Y entonces, una vez más (y no sería la última), el Príncipe de la Paz me pegó. Un puñetazo propinado con sus nudillos huesudos, afilados, que se clavaron justo encima de mi ojo derecho. La fuerza de su ataque me sorprendió. Recuerdo haber visto gaviotas blancas en el cielo, sobre mí, y jirones de nubes que surcaban el aire. Recuerdo que las olas espumosas me lamían el rostro, me metían arena en los oídos. Recuerdo haber pensado que debía levantarme y darle un buen manotazo a Joshua en la cabeza. Y recuerdo haber pensado, acto seguido, que si me levantaba, era posible que Joshua volviera a pegarme, por lo que permanecí tendido un poco más, pensando.

—Bueno, ¿qué quieres? —le pregunté al fin, mojado y lleno de tierra, desde mi posición supina.

Él se inclinó sobre mí con los puños cerrados.

—Si piensas seguir sacando el tema, tendrás que contármelo todo con pelos y señales.

—Está bien, ningún problema.

—Sin omitir nada.

—¿Nada?

—Si tengo que entender el pecado, debo saberlo todo.

—De acuerdo. ¿Puedo levantarme ya? Se me están llenando los oídos de arena.

Joshua me ayudó a ponerme en pie, y, mientras nos aproximábamos a la ciudad de Ptolemaida, instruí a mi amigo en cuestiones de sexo.

Por callejuelas estrechas, entre altos muros de piedra.

—Bueno, la mayor parte de lo que hemos aprendido de los rabinos no es del todo exacto.

Pasamos junto a hombres que remendaban redes junto a sus casas, junto a niños que vendían vasos de zumo de granada, junto a mujeres que ponían a secar tiras de pescado de ventana a ventana.
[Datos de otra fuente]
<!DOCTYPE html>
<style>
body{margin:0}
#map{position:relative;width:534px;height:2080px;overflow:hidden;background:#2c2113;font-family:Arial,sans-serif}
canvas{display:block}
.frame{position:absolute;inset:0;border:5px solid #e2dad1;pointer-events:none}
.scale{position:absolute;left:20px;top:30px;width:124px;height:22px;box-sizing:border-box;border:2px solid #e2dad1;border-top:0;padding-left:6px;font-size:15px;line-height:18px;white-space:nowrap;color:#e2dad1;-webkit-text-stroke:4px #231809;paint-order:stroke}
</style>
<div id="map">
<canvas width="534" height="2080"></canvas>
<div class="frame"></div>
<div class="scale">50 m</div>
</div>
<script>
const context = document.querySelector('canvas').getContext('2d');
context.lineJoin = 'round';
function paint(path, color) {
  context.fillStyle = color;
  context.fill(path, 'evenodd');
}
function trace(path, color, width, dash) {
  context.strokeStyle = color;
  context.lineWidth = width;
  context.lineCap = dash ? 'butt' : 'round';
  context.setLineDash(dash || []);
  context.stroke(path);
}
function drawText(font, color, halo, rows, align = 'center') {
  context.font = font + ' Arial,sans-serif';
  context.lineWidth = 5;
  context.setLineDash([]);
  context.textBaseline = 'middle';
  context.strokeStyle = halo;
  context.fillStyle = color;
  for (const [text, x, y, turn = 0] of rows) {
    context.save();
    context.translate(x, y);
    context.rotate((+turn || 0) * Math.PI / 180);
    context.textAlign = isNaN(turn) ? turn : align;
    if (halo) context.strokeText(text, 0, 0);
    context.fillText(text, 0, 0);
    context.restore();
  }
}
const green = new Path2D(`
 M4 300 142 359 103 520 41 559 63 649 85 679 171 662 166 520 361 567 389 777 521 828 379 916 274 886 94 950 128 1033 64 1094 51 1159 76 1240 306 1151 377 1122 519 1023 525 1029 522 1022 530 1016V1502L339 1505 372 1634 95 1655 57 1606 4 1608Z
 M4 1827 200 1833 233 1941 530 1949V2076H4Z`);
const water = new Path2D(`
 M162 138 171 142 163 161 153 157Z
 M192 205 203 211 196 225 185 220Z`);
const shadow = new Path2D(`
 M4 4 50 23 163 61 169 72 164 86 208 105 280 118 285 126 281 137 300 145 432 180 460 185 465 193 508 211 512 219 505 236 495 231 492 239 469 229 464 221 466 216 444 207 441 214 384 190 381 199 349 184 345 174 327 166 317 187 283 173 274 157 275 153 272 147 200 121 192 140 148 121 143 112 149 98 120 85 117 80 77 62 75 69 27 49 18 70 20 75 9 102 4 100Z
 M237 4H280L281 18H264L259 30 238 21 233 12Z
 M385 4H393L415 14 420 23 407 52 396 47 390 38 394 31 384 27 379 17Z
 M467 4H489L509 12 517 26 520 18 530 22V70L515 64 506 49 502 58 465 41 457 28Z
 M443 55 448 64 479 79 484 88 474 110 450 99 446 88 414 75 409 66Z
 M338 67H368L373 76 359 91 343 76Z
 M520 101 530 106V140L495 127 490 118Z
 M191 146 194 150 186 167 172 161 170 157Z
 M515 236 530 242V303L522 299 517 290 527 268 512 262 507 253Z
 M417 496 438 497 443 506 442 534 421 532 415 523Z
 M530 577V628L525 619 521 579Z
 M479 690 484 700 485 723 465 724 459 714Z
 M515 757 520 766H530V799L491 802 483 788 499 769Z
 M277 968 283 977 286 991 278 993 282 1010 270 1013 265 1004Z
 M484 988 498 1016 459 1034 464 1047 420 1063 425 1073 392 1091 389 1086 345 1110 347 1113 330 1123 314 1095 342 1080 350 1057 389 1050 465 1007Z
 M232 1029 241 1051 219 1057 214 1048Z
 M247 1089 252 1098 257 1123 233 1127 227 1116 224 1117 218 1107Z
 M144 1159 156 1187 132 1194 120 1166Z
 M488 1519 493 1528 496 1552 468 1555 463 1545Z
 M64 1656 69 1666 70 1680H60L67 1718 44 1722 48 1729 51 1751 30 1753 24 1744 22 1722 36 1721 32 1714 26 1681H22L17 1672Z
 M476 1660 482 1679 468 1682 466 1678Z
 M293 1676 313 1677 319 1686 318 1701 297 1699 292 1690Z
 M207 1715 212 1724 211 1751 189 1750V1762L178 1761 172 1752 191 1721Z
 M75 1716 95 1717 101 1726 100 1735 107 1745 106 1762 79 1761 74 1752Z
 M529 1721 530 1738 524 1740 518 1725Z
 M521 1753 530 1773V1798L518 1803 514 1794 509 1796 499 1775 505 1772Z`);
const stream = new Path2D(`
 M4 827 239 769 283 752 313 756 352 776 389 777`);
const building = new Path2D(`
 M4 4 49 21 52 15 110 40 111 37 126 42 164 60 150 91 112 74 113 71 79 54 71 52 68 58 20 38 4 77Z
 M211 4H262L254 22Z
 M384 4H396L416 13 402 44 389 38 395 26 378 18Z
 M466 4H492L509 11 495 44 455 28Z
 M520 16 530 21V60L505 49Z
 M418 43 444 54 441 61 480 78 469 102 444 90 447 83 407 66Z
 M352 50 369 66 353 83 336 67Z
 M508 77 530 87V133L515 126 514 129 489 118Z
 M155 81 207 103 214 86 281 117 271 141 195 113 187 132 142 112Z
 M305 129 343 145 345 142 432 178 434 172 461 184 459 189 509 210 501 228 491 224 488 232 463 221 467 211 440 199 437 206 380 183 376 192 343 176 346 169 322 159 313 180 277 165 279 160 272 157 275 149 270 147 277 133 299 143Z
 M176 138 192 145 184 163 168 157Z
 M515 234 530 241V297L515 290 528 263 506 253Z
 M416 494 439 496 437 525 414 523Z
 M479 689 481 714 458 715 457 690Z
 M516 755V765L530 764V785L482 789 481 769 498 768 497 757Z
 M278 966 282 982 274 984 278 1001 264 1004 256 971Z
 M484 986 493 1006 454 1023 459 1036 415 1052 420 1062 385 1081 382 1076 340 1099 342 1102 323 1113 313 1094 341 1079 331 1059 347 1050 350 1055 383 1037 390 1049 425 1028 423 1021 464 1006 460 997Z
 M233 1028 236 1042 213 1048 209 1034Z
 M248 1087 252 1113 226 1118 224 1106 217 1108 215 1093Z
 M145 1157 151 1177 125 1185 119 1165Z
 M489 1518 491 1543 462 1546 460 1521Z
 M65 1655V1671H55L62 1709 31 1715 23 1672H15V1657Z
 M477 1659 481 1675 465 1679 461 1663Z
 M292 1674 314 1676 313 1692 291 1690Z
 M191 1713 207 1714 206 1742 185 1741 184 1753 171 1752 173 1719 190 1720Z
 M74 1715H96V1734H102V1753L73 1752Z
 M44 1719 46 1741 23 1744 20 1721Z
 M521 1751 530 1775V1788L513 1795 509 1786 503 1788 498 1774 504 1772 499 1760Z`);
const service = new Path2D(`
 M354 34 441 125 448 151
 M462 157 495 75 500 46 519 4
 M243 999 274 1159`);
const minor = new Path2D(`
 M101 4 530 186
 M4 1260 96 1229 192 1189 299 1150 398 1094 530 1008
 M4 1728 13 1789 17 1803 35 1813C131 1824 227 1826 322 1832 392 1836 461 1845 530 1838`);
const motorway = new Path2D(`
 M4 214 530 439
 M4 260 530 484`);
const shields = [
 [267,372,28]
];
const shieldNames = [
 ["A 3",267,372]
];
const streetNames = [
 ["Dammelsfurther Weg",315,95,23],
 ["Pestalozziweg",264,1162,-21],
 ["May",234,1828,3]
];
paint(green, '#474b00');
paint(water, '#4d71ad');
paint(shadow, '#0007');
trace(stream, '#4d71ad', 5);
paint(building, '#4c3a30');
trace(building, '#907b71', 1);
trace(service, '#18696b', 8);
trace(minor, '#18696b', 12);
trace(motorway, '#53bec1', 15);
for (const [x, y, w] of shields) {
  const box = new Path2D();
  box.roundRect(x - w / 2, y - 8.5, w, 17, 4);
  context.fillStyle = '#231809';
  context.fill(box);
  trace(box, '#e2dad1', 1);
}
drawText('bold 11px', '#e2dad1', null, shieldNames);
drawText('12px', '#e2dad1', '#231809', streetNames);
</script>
—Por ejemplo, ¿te acuerdas de esa parte, justo después de que la mujer de Lot se convierta e estatua de piedra, en que sus hijas se emborrachan y fornican con él?

—Sí, después de la destrucción de Sodoma y Gomorra.

—Bueno, pues no es tan malo como parece.

Dejamos atrás a unas mujeres fenicias que cantaban mientras machacaban unos peces para preparar la comida. Caminamos bordeando unas salinas en las que unos niños rascaban la sal pegada a las rocas y la metían en unos sacos.

—Pero la fornicación es pecado, y la fornicación con tus hijas, bueno... eso es un... no sé... un pecado doble.

—Sí, pero si dejas eso de lado un segundo, y te centras solo en las dos muchachas, la cosa no está tan mal como suena inicialmente.

—Ah.

Pasamos junto a mercaderes que vendían fruta, pan, aceite, especias e incienso, y que a voz en cuello cantaban las excelencias y las propiedades mágicas de sus productos. En aquella época se vendía mucha magia.

—¿Y te acuerdas del Cantar de los Cantares, de Salomón? Pues eso ya se parece mucho más, y se entiende que Salomón tuviera mil esposas. De hecho, siendo tú el Hijo de Dios, y esas cosas, no creo que tengas demasiados problemas para conseguir un número similar de muchachas. Vaya, una vez hayas aclarado qué es lo que estás haciendo, quiero decir.

—¿Y tener a muchas jóvenes es algo bueno?

—Tú eres tonto, ¿verdad?

—Creía que serías más específico. ¿Qué tiene que ver Magda con Lot y con Salomón?

—De Magda y de mí no puedo hablarte, Josh. Lo siento, pero no puedo.

En ese momento pasamos junto a un grupito de prostitutas congregadas junto a la puerta de una posada. Llevaban las caras pintadas, y a través de las rajas de sus faldas mostraban unas piernas embadurnadas de aceites. Al vernos, nos llamaron en varias lenguas, y agitaron las manos con gracia.

—¿Qué diablos dicen? —le pregunté a Joshua, al que se le daban mejor que a mí los idiomas. Creo que hablaban griego.

—Dicen algo así como que los muchachos hebreos les gustan más, porque como no tenemos prepucio, notamos más sus lenguas. —Y me miró, como esperando a que yo lo confirmara o lo desmintiera.

—¿Cuánto dinero tenemos? —le pregunté.

En la posada se alquilaban habitaciones, establos, e incluso el espacio que quedaba bajo los aleros del tejado, para pasar la noche. Nosotros nos quedamos con dos establos adyacentes, lo que nos supuso una pequeña fortuna, que pagamos por considerar que se trataba de un paso importante para la educación de Joshua. En el fondo, ¿no habíamos emprendido aquel viaje para que él aprendiera cuál era el lugar que le correspondía como Mesías?

—No estoy seguro de si debo mirar —comentó mi amigo—. ¿Te acuerdas de que David iba corriendo por los tejados cuando vio a Betsabé dándose un baño? Y aquello puso en marcha una cadena inmensa de pecados.